Milei y el WEF
El 18 de septiembre escribí una columna sobre la entrevista que tuvo Milei con Tucker Carlson, el experiodista de Fox News que se ha consolidado como un promotor del capitalismo liberal, ahora llamado libertario para evitar la confusión del concepto liberal, que tiene ...
El 18 de septiembre escribí una columna sobre la entrevista que tuvo Milei con Tucker Carlson, el experiodista de Fox News que se ha consolidado como un promotor del capitalismo liberal, ahora llamado libertario para evitar la confusión del concepto liberal, que tiene diferentes acepciones dependiendo del país. El punto es que la narrativa del liberalismo económico ha sido muy deficiente para vender su éxito en el mundo; de alguna manera se pensó que la mejora en la calidad de vida sería suficiente para mantener el voto popular por sí mismo.

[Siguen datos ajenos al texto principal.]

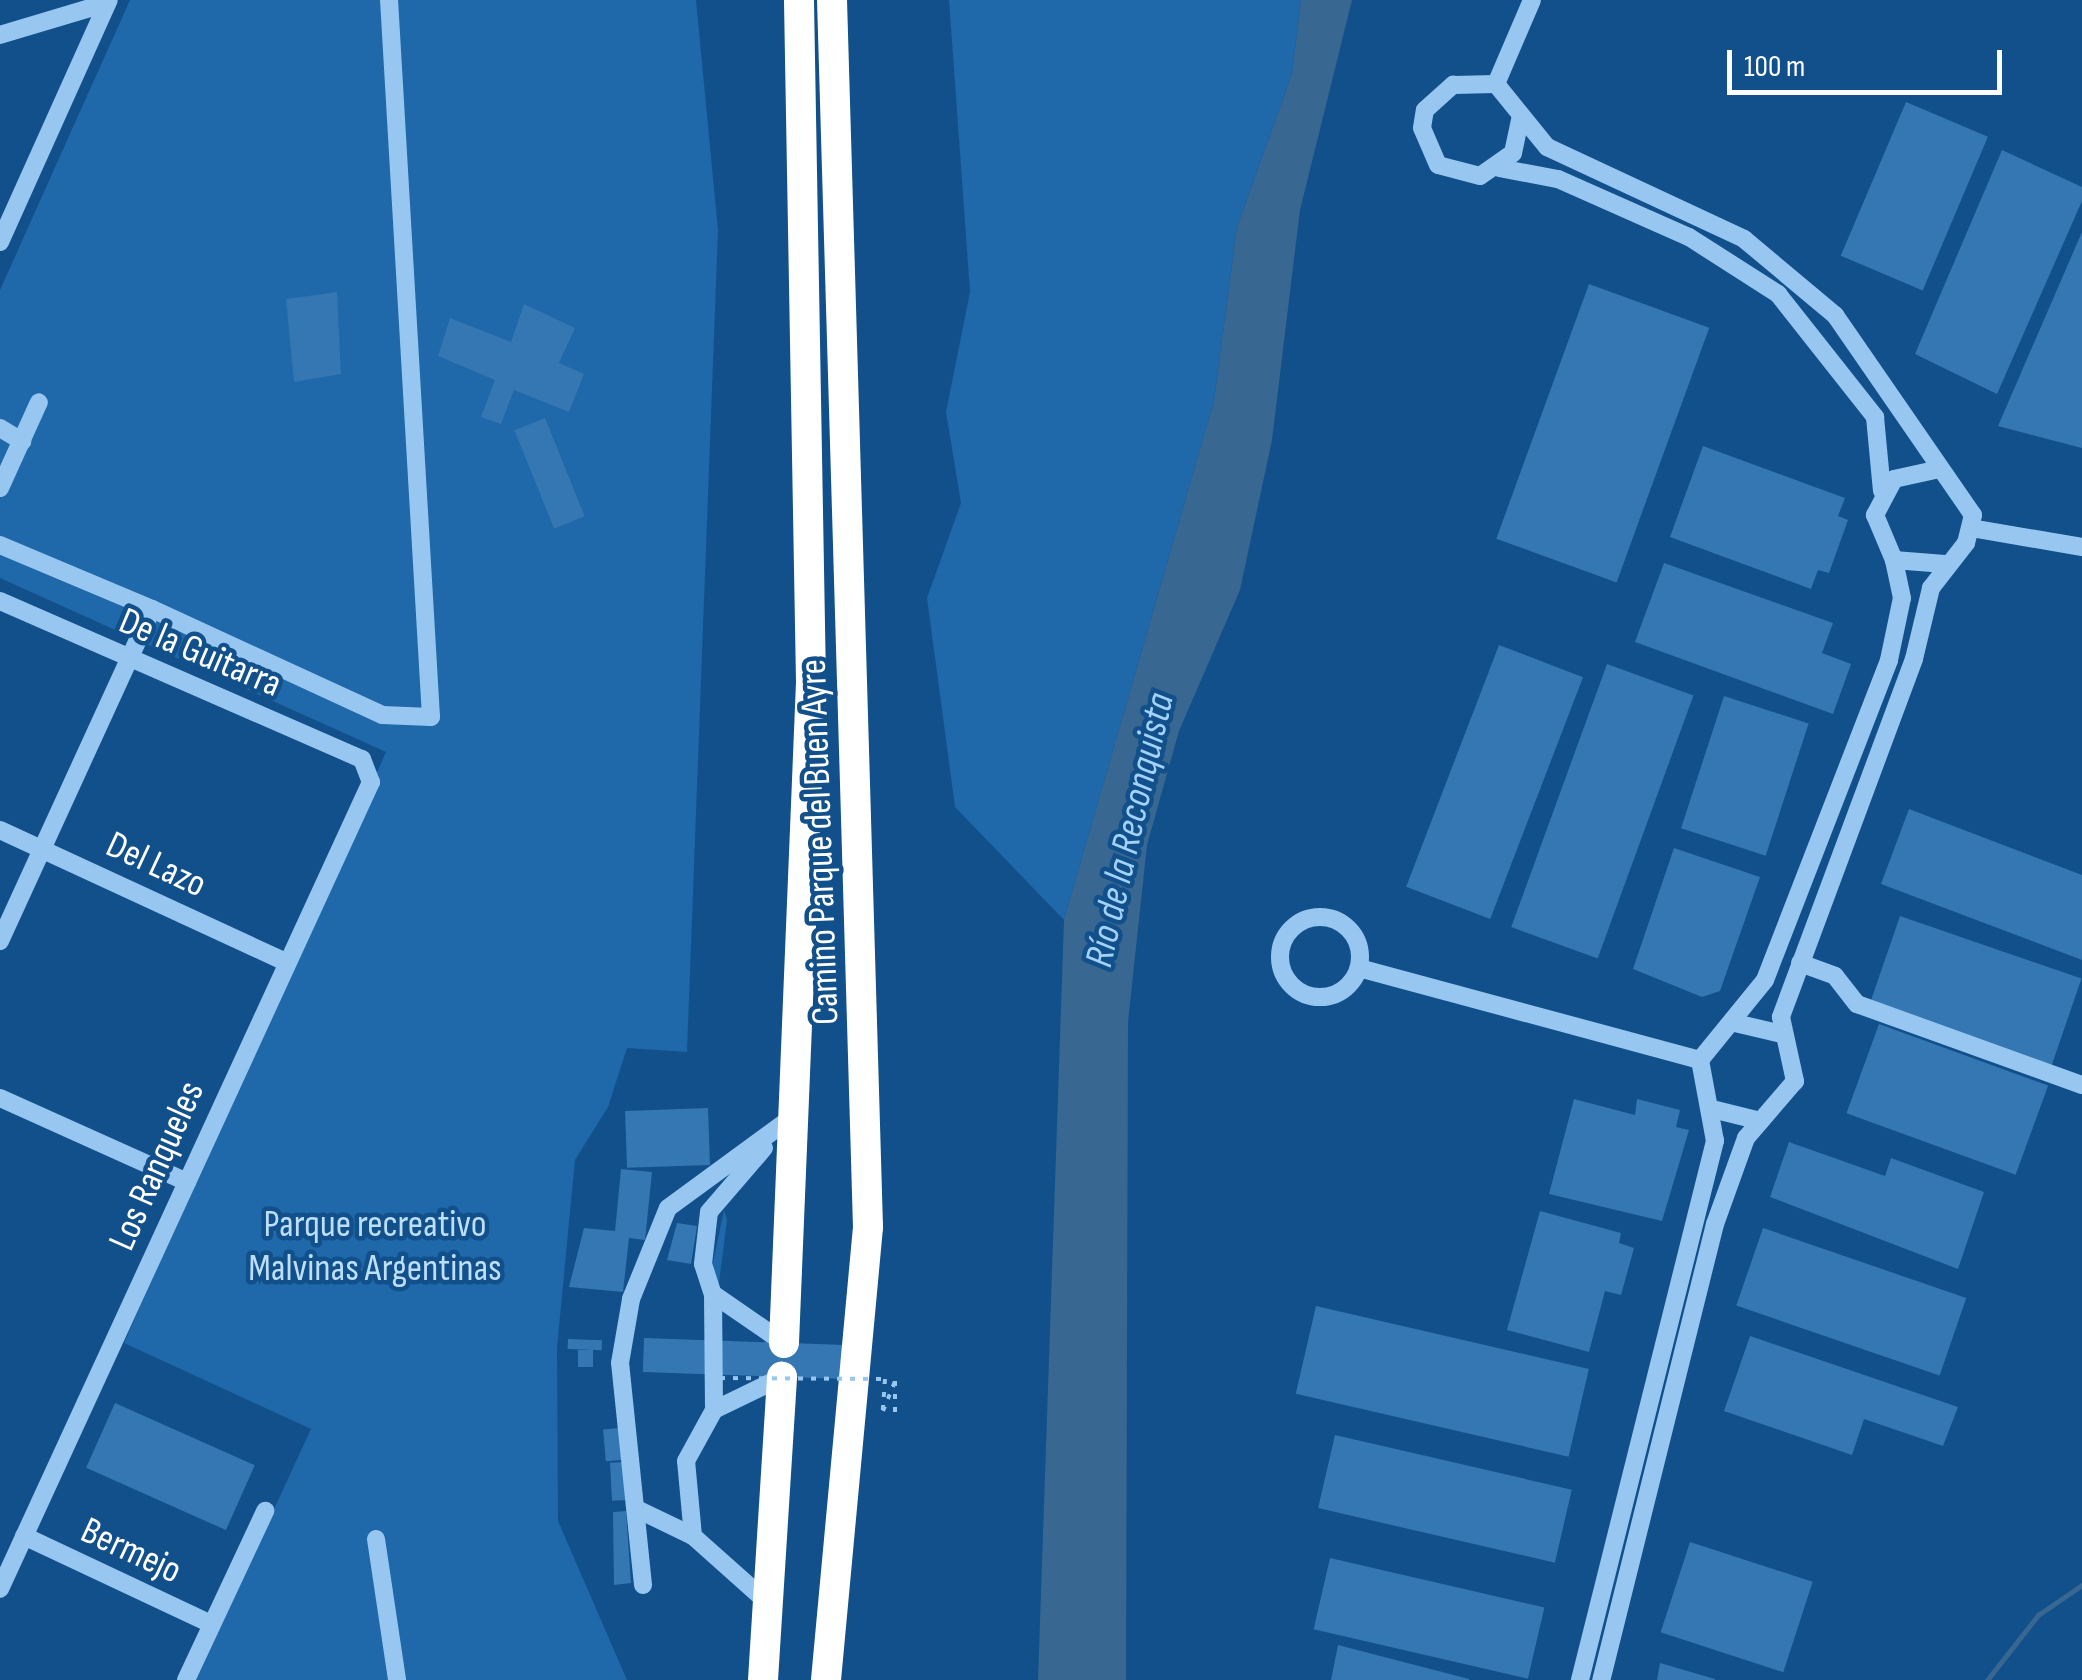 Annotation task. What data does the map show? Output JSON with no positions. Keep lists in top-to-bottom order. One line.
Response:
{"streets":{"highway":["Camino Parque del Buen Ayre"],"street":["De la Guitarra","Del Lazo","Los Ranqueles","Bermejo"]},"crossings":[["De la Guitarra","Los Ranqueles"],["Del Lazo","Los Ranqueles"],["Los Ranqueles","Bermejo"]],"water":["Río de la Reconquista"],"parks":["Parque recreativo Malvinas Argentinas"],"scale_bar":"100 m"}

En contraste, el populismo fascistoide ha aprovechado muy bien los espacios generados por el conformismo narrativo y se ha dedicado a atacar las fallas del sistema liberal con una narrativa exitosa. La narrativa se basa en las desigualdades (que siempre ha habido y habrá), en la venganza social contra quien tiene más y la falsa noción de que el Estado es el rector de la sociedad y la economía. Para fortalecer su postura han implementado medidas que subrayan desigualdades y minorías, desequilibrando las sociedades mediante la imposición de regímenes especiales (cuotas de género es un ejemplo).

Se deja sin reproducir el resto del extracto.